Try some sentences from literature, your own writing, tweets, or whatever, with both Sentimood and the commercial analyzer. Give two examples of sentences where they agree and both appear to be correct. (If you wish, try to find another sentiment analyzer and use it instead.)

Give two examples where they differ markedly in their assessment.

Give two examples where they agree and both appear to be clearly wrong.

Part 4. Text Generation

We've talked about the Turing Test, which is based on the idea that if a program behaves in such a way that an observer can't tell whether it's a human, then it's behaving intelligently.

One aspect of such a test would be whether the program can produce text that appears to have been generated by a human. Two interesting sites provide glimpses of what might be possible.

The first is TalkToTransformer, which generates plausible continuations from a prompt text, using a model of language that comes from a machine-learning algorithm trained on a very large corpus of real text.

Try TalkToTransformer with some prompts, and see if you can get it to produce something both interesting and believable.

A second area where the Turing Test seems especially apposite is in the generation of modern poetry, that is, poetry that is free of traditional constraints like meter, rhythm, and rhyme.

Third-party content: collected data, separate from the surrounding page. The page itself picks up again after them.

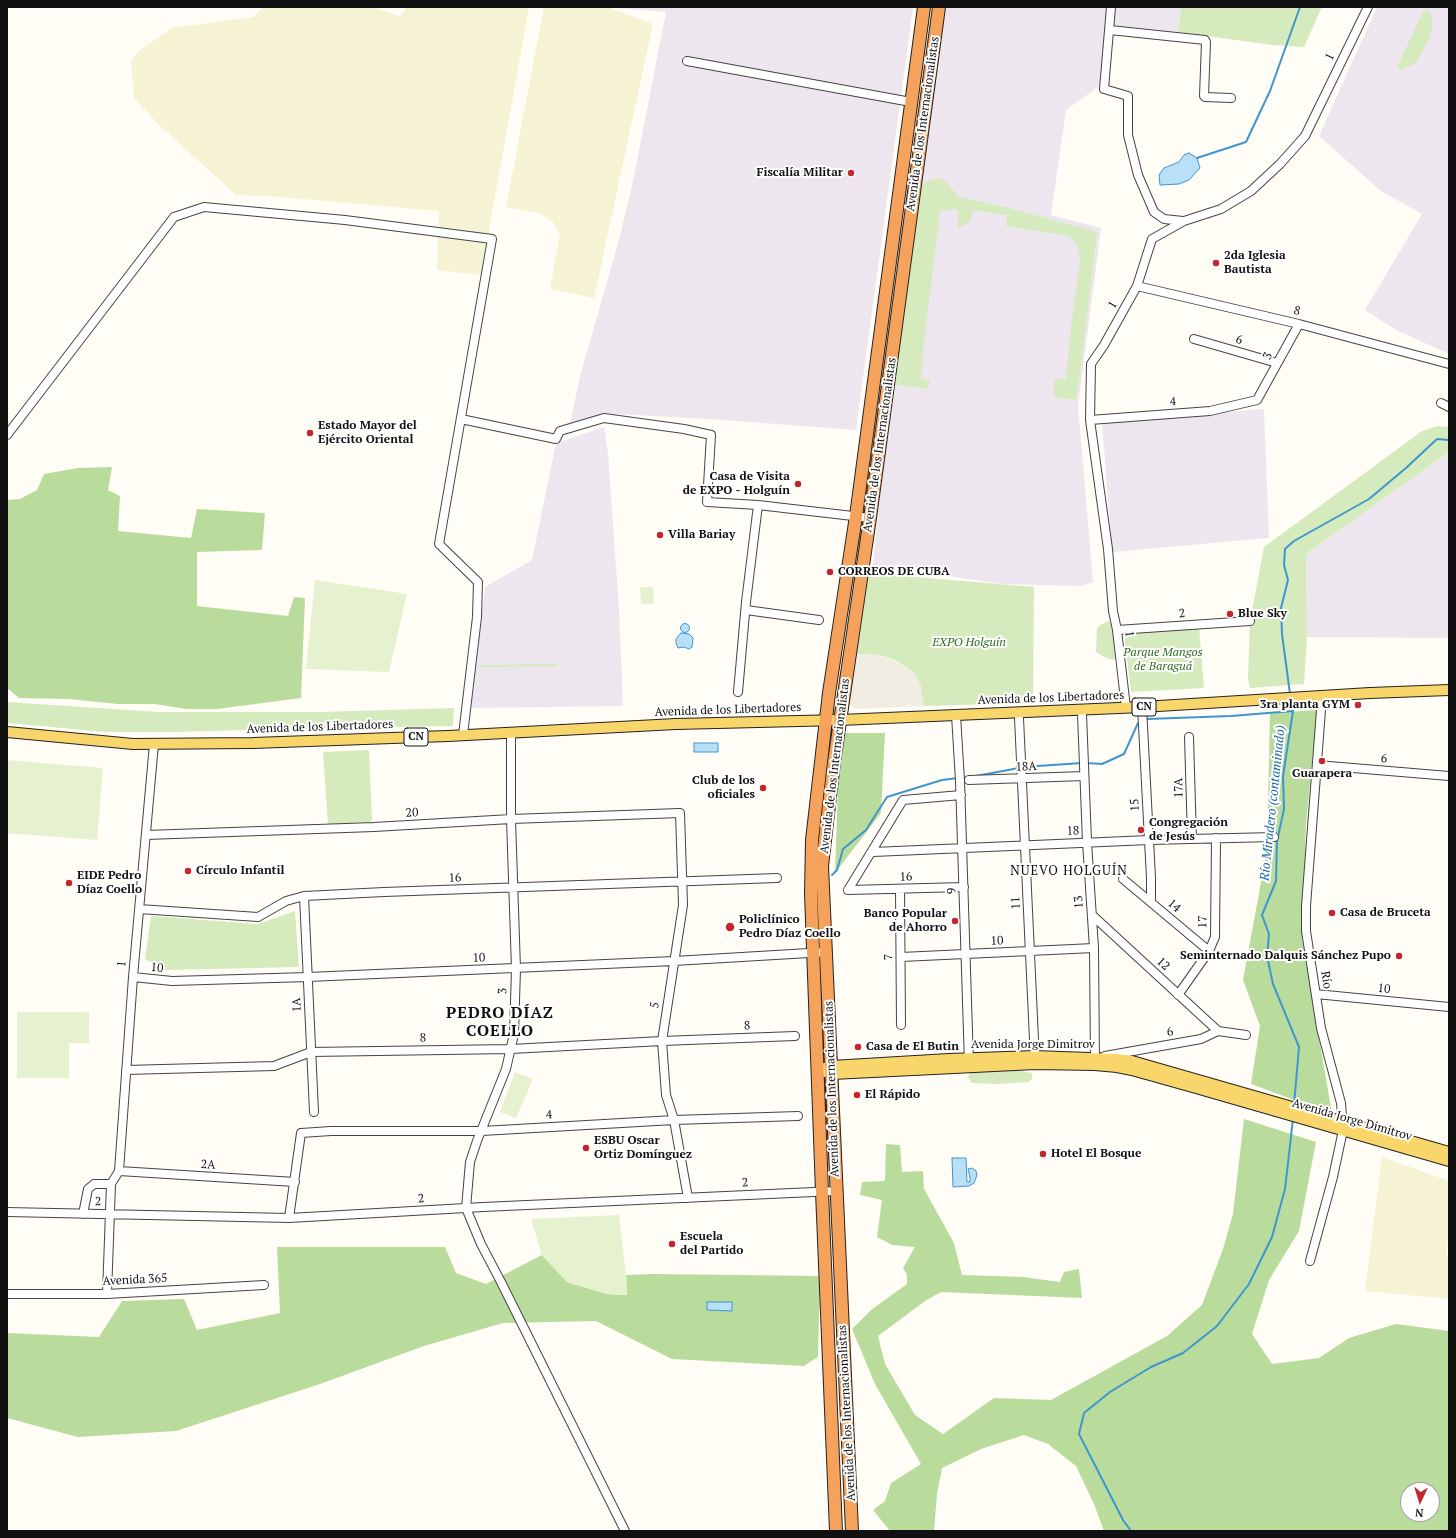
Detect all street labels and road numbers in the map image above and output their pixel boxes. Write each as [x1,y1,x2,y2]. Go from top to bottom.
street label: Avenida de los Internacionalistas [904,36,942,212]
street label: 1 [1322,51,1338,63]
street label: 1 [1105,299,1121,311]
street label: 8 [1292,303,1302,319]
street label: 6 [1234,332,1244,348]
street label: 3 [1260,350,1276,362]
street label: Avenida de los Internacionalistas [861,357,899,533]
street label: 4 [1169,395,1177,409]
street label: 2 [1178,607,1186,621]
street label: 1 [1121,630,1137,638]
street label: Avenida de los Internacionalistas [817,678,853,854]
street label: Avenida de los Libertadores [977,688,1125,708]
road number: CN [1132,698,1156,716]
street label: Avenida de los Libertadores [654,700,802,720]
street label: Avenida de los Libertadores [246,717,394,737]
road number: CN [404,728,428,746]
street label: 6 [1380,752,1388,766]
street label: 18A [1015,759,1037,775]
street label: 17A [1172,778,1186,798]
street label: 15 [1127,798,1143,812]
street label: 20 [405,805,419,821]
street label: 18 [1066,824,1080,838]
street label: 16 [899,870,913,884]
street label: 16 [448,871,462,885]
street label: 9 [945,888,959,894]
street label: 13 [1071,895,1087,909]
street label: 11 [1008,896,1024,910]
street label: 14 [1164,896,1184,916]
street label: 17 [1196,915,1210,929]
street label: 10 [990,933,1004,949]
street label: 10 [472,951,486,965]
street label: 7 [882,954,896,960]
street label: 12 [1153,954,1173,974]
street label: 1 [115,960,129,968]
street label: 10 [150,960,164,976]
street label: Río [1317,970,1335,990]
street label: 10 [1377,981,1391,997]
street label: 3 [496,988,510,994]
street label: 1A [289,997,305,1013]
street label: 5 [647,1001,663,1009]
street label: Avenida de los Internacionalistas [822,1001,842,1177]
street label: 8 [744,1019,750,1033]
street label: 6 [1166,1024,1174,1040]
street label: 8 [420,1031,426,1045]
street label: Avenida Jorge Dimitrov [971,1038,1095,1052]
street label: Avenida Jorge Dimitrov [1290,1096,1414,1144]
street label: 4 [545,1108,553,1122]
street label: 2A [200,1157,216,1173]
street label: 2 [741,1176,749,1190]
street label: 2 [417,1192,425,1206]
street label: 2 [95,1195,101,1209]
street label: Avenida 365 [102,1271,168,1289]
street label: Avenida de los Internacionalistas [835,1325,859,1501]

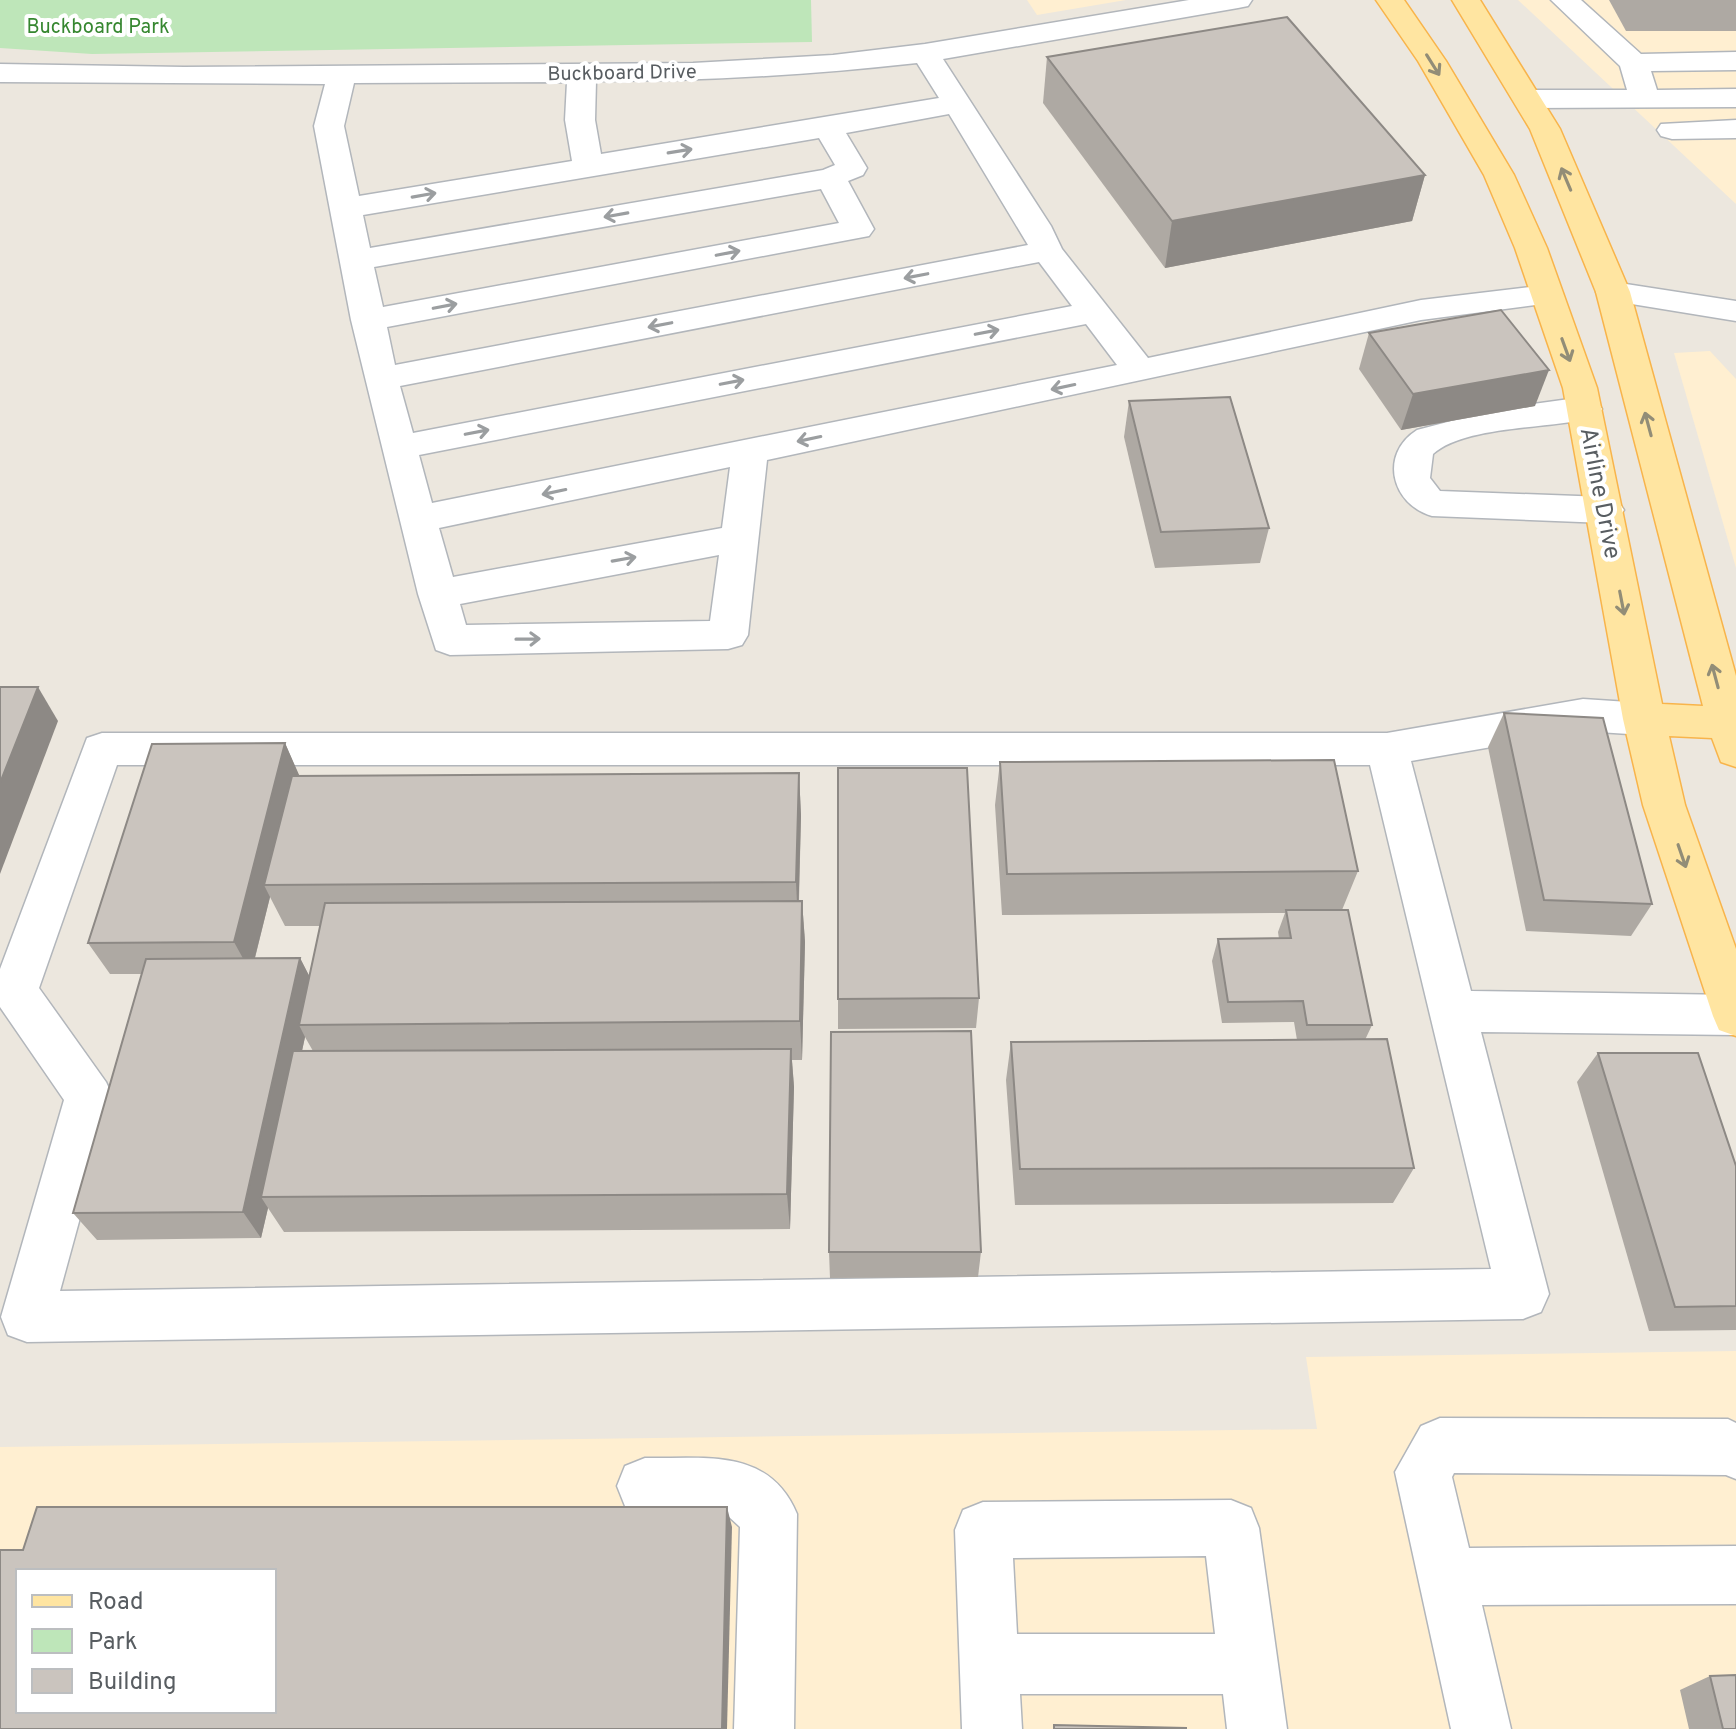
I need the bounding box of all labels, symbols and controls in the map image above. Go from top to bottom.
park label: Buckboard Park [26,15,170,41]
one-way arrow [1425,53,1442,75]
street label: Buckboard Drive [547,60,697,88]
one-way arrow [667,143,692,158]
one-way arrow [1557,167,1572,191]
one-way arrow [410,186,436,201]
one-way arrow [604,209,629,224]
one-way arrow [714,245,740,260]
one-way arrow [904,269,929,284]
one-way arrow [431,298,457,313]
one-way arrow [648,319,674,334]
one-way arrow [974,324,999,339]
one-way arrow [1560,337,1575,362]
one-way arrow [719,374,744,389]
one-way arrow [1051,380,1077,395]
one-way arrow [1640,412,1655,438]
one-way arrow [464,424,489,439]
street label: Airline Drive [1572,425,1626,562]
one-way arrow [796,433,822,448]
one-way arrow [542,485,567,500]
one-way arrow [611,551,637,566]
one-way arrow [1615,590,1630,616]
one-way arrow [514,631,541,647]
one-way arrow [1707,663,1722,689]
one-way arrow [1675,843,1690,868]
legend [16,1569,276,1713]
text: Road [88,1588,144,1618]
text: Park [88,1628,138,1658]
text: Building [88,1668,177,1698]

The site Botpoet.com is a Turing Test of sorts: it presents random poems that were written either by a human or a program, and asks you to decide which; after each guess, it tells you what others thought. (Warning: it's a fun site and you can waste a lot of time on it.)

Run botpoet.com 10 times, and for each run, make your guess, record how well you did and how well others did, and screenshot the result (so you can remember what happened).

Give your best example of input to TalkToTransformer and the output it produced.

Give a summary of your experiments with Botpoet. What was the best imitation you saw? Explain why you enjoyed it, were fooled, or whatever else you found interesting or surprising.

Part 5: Machine Translation

Computer translation of one human language into another is a very old problem. Back in the 1950s, people confidently predicted that it would be a solved problem in the 1960s. Sadly, we're not there yet, though the situation is enormously better than it was, thanks to lots of computing power and very large collections of text that can be used to train machine-learning algorithms.

The classic challenge is translating the English expression "the spirit is willing but the flesh is weak" into Russian, then back to English. At least in legend, this came out as "the vodka is strong but the meat is rotten." Today, the Russian is "дух желает, но плоть слаба", and the English is the same as the original. (This result was different a year ago, and may well be different by the time you try it.)

In this section, you have to experiment with Google Translate to get a sense of what works well today and what is not quite ready to replace people.

Try 3 or 4 inputs from different sources, like the first lines of novels, or papers you've written, or news stories, or tweets. Using Google Translate, run them through another language that you know and then back to English. Include at least two examples that work well and two that are spectacularly wrong.

How well does Google do on your chosen language? Would it be useful in practice? How about some other language that you know something about?

Repeat the exercise with a sequence of two other languages, so that for example you go from English to Twi to Urdu to English.

Part 6: Machine Learning

"Machine learning algorithms can figure out how to perform important tasks by generalizing from examples." Most machine-learning algorithms have a similar structure. They "learn" by processing a large number of examples that are labeled with the correct answer, for example, whether some text is spam or not, or which digit a hand-written sample is, or what kind of animal is found in a picture, or what the price of a house is. The algorithm figures out parameter values that enable it to make the best classifications or predictions based on this training set.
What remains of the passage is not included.